There has been an outpouring of support from everyone and as always I am grateful to be so blessed. Yes, there were a lot of audible gasps, sad puppy dog faces (in words), and (some) teary-sounding replies but for the most part you all seemed to share the same optimism that I feel. Which makes me feel like I was in fact able to convey the positive outcome I believe is headed my way. But heck, just in case you weren't sure, here's a picture of me on my way to chemo this morning. Gotta keep up on those work e-mails!
So far, I feel very good (well, I guess, VERY GOOD until the Benadryl wears off). There are moments I am overwhelmed ("So how many time CAN someone go through chemo before the body can't take it anymore?") and moments when I feel terribly, unbelievably lucky ("Today I woke up breathing, I live in the greatest country in the world, and I have a compassionate and loving group of family, friends and colleagues.") The moods will change, the reality will not, and life will go on.
Thanks for listening. You are all my heroes! Now let me get back to my Benadryl high.

Friday, November 7, 2008

Devil Inside

I call it "The Sad News, The Bad News, and The Good News." The sad news - I have another (2nd) recurrence of my cancer. The bad news - it will involve a more difficult treatment process than last time around. The good news - like the last recurrence, this one too is curable (even though the disease itself is not).

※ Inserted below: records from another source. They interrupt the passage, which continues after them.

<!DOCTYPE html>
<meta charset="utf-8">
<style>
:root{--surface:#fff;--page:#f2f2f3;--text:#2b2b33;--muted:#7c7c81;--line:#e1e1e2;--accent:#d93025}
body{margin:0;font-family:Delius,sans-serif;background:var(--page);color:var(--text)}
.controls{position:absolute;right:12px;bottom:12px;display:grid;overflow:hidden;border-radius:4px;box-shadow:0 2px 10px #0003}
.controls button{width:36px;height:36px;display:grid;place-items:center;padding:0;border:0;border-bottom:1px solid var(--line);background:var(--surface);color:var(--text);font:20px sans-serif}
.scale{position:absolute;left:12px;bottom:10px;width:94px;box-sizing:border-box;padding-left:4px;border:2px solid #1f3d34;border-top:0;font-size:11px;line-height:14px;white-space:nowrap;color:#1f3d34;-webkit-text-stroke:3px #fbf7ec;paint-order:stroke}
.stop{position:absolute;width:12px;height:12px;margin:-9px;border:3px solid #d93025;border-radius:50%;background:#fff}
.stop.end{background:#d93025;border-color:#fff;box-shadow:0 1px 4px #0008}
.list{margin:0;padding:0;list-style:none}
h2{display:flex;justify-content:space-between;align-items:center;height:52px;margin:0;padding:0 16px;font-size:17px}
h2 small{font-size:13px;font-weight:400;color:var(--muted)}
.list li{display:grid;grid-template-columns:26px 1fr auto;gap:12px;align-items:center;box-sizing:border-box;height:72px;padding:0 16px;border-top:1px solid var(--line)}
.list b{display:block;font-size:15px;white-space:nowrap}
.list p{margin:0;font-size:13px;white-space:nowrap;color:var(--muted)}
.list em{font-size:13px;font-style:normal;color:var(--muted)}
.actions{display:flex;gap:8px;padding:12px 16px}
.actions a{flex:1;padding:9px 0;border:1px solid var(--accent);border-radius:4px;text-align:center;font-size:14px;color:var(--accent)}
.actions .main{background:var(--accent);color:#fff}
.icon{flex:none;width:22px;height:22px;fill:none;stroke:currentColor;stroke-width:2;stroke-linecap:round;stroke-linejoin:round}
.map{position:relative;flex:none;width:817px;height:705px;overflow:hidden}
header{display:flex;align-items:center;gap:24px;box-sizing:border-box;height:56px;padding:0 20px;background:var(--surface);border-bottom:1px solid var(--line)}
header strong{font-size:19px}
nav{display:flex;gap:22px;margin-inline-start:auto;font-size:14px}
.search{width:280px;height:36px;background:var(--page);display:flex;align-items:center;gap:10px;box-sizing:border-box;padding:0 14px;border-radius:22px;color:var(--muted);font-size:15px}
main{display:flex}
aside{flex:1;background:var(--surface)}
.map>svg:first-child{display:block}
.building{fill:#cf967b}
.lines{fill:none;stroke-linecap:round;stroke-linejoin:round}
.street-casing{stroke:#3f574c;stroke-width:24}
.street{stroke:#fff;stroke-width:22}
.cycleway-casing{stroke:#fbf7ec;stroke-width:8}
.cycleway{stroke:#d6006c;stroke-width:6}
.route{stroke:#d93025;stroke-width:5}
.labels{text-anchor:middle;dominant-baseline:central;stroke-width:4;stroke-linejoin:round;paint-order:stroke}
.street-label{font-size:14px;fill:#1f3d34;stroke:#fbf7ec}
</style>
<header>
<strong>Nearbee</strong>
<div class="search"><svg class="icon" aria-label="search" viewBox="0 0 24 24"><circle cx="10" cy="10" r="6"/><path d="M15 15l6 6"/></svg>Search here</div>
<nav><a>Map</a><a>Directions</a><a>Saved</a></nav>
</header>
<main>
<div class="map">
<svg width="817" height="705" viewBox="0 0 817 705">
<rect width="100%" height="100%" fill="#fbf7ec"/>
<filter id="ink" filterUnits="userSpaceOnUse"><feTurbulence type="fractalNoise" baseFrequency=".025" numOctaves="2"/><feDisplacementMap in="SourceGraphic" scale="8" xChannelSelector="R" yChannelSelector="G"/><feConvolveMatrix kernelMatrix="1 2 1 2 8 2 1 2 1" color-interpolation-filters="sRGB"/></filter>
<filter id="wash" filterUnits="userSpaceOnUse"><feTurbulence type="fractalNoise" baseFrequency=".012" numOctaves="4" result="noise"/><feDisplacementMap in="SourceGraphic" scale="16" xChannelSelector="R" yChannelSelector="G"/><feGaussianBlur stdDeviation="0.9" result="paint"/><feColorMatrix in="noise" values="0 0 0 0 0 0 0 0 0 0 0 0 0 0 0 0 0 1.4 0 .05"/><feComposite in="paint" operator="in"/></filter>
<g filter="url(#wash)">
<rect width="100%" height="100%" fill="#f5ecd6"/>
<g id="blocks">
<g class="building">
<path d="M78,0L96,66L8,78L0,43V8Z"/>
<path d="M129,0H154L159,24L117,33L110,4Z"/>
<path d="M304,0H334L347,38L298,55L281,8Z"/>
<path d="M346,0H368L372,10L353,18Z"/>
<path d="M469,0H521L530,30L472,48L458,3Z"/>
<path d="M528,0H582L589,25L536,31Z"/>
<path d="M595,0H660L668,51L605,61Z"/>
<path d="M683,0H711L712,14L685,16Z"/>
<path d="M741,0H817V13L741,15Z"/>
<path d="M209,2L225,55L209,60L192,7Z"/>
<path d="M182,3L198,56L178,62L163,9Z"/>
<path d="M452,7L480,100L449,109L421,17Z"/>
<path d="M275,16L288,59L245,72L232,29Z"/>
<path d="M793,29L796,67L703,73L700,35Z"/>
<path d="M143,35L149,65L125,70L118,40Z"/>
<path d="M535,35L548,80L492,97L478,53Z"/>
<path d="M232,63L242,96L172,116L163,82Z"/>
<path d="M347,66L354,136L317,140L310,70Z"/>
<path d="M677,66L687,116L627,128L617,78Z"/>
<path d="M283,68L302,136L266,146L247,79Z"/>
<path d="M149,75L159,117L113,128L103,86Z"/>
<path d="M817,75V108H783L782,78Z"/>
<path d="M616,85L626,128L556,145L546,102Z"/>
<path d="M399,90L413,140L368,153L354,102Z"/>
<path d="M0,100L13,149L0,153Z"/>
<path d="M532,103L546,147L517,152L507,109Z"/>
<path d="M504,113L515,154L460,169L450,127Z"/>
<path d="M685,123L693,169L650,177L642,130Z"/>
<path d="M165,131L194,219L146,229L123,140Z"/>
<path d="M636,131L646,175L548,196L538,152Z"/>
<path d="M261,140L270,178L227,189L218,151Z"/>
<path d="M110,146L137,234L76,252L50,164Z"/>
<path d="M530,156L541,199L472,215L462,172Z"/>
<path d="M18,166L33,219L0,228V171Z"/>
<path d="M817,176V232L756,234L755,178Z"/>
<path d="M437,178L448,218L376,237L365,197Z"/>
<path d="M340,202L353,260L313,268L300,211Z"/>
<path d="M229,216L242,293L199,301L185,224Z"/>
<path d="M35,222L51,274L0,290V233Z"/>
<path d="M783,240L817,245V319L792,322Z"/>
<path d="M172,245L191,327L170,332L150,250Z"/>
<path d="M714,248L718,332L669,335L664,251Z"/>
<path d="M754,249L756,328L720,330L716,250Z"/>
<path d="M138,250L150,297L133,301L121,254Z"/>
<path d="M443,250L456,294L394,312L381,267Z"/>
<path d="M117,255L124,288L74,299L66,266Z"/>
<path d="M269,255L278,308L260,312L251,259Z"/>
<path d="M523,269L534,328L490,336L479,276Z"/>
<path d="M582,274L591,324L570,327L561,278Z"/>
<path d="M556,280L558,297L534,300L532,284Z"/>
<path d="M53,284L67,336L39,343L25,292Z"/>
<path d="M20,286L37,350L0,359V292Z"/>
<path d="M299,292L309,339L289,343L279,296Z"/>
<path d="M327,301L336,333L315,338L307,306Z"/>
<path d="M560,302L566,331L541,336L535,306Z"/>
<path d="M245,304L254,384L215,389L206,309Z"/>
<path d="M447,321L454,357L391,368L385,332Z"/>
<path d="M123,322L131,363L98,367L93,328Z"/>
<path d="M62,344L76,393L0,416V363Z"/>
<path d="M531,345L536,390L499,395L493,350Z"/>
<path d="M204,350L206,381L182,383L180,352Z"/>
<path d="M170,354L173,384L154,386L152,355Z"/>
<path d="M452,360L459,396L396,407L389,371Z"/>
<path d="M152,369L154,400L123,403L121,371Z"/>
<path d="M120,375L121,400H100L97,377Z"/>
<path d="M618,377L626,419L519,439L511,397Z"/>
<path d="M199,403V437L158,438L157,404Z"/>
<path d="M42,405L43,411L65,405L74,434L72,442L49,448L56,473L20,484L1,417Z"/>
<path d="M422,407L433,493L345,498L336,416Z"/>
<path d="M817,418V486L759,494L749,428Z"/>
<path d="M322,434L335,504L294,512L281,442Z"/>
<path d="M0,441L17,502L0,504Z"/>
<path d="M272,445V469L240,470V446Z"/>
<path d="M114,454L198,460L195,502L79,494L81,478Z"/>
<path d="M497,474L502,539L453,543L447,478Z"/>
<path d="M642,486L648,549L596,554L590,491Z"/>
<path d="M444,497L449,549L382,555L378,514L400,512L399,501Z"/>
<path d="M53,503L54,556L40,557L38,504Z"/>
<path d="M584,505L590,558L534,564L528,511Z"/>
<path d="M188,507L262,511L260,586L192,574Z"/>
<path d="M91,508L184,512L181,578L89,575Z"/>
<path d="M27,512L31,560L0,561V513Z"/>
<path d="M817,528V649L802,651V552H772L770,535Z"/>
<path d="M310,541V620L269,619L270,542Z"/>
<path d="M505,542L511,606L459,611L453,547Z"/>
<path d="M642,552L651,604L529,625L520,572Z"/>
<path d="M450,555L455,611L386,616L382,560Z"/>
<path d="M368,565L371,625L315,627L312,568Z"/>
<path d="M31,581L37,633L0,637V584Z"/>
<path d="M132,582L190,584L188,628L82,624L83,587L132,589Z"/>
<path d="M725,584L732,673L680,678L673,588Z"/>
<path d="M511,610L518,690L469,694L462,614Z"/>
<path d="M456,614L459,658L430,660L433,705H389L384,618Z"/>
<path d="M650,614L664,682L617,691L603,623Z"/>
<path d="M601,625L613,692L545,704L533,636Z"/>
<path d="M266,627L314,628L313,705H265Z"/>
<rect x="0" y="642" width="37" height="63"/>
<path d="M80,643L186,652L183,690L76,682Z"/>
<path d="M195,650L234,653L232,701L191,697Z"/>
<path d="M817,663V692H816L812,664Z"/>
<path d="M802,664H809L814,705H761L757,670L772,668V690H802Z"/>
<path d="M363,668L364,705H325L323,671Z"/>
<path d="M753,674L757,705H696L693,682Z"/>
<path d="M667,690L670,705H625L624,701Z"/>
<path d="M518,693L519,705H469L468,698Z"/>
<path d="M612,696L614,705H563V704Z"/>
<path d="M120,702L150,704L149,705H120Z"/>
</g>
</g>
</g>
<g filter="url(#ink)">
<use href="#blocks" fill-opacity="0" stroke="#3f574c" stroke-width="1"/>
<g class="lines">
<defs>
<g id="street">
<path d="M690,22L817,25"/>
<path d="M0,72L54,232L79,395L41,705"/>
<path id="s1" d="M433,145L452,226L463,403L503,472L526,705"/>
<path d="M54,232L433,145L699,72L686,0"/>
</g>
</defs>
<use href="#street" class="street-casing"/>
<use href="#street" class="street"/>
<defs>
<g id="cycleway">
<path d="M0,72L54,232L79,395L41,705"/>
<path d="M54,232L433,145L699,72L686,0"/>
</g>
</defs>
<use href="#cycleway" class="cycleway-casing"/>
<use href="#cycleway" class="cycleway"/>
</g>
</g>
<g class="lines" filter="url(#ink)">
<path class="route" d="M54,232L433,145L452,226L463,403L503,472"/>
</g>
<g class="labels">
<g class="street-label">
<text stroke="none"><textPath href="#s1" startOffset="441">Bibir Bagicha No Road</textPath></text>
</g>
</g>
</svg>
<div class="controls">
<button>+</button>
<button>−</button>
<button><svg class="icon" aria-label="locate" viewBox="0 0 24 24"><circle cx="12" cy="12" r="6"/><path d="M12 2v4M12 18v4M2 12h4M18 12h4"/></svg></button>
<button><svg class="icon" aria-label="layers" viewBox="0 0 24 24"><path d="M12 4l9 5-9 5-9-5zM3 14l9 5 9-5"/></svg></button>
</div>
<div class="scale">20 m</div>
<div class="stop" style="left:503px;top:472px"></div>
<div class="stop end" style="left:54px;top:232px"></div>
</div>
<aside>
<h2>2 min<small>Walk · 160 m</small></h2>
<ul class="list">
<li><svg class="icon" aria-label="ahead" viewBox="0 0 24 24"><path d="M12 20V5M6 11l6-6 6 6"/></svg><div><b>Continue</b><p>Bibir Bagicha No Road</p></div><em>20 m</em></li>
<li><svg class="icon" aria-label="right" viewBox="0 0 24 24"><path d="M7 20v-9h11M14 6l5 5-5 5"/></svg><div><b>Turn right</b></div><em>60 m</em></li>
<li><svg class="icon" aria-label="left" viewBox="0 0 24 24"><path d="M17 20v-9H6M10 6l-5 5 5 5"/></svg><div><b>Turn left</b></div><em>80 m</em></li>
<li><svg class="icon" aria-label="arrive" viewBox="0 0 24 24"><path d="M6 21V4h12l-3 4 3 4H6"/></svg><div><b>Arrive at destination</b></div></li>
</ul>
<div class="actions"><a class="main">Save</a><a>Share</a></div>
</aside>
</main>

It's in my jaw. Left mandible to be exact. I am in the process of figuring out a treatment process with my doctors, but so far it will involve chemotherapy and surgery at the least. We're talking 3 or so cycles of chemo, surgery, recovery, and then another 3 cycles or so of chemo. The "bad" part is the surgery - it is potentially quite extensive, and I won't really know for sure until Monday, when I see the surgeon again. So...stay tuned. Further updates to come.

I have shared the news with a few people (could your faces be any sadder?), but not with Taryn or Emily or Ian yet. One thing I learned from the last go-round is not to tell them until there is a specific treatment plan. Otherwise, there are too many questions, too many fears. Of course, I could just be engaging in my usual avoidance behavior when it comes to confronting this issue. I can't imagine anything worse than springing this on them again, and it breaks my heart to think that Taryn especially has to hear this news about her mother one more time (and, unfortunately, probably not for the last time either). Not to mention how bad the timing is - she and Ian are both seniors, enjoying their last year of high school, writing their college essays, filling out applications, planning interviews and visits. I wanted so much for all of us (Warren and I included) to enjoy the process as they narrow down their hundreds of choices to a few select universities, and next spring, finally choosing one to attend. How am I going to be able to convince them that this won't effect their lives...when I know it inevitably will? This fact makes me sadder than just about anything else about this whole crazy deal.

There are times in the last couple of weeks when fear has overwhelmed me. There have been equally as many times when I've been calm and at peace with what lies ahead (both short term and long term). I don't want to do this again, but as you all know, I have "Four Reasons" why I must.

Well, I think we can all agree that... this really sucks! I've quite the journey ahead and I appreciate everyone taking the time to follow my story as it develops. I'll try not to be too boring or too graphic (at least not without a disclaimer first!) or too insensitive to the fact that this is hurting all of you as well, my dear friends and family.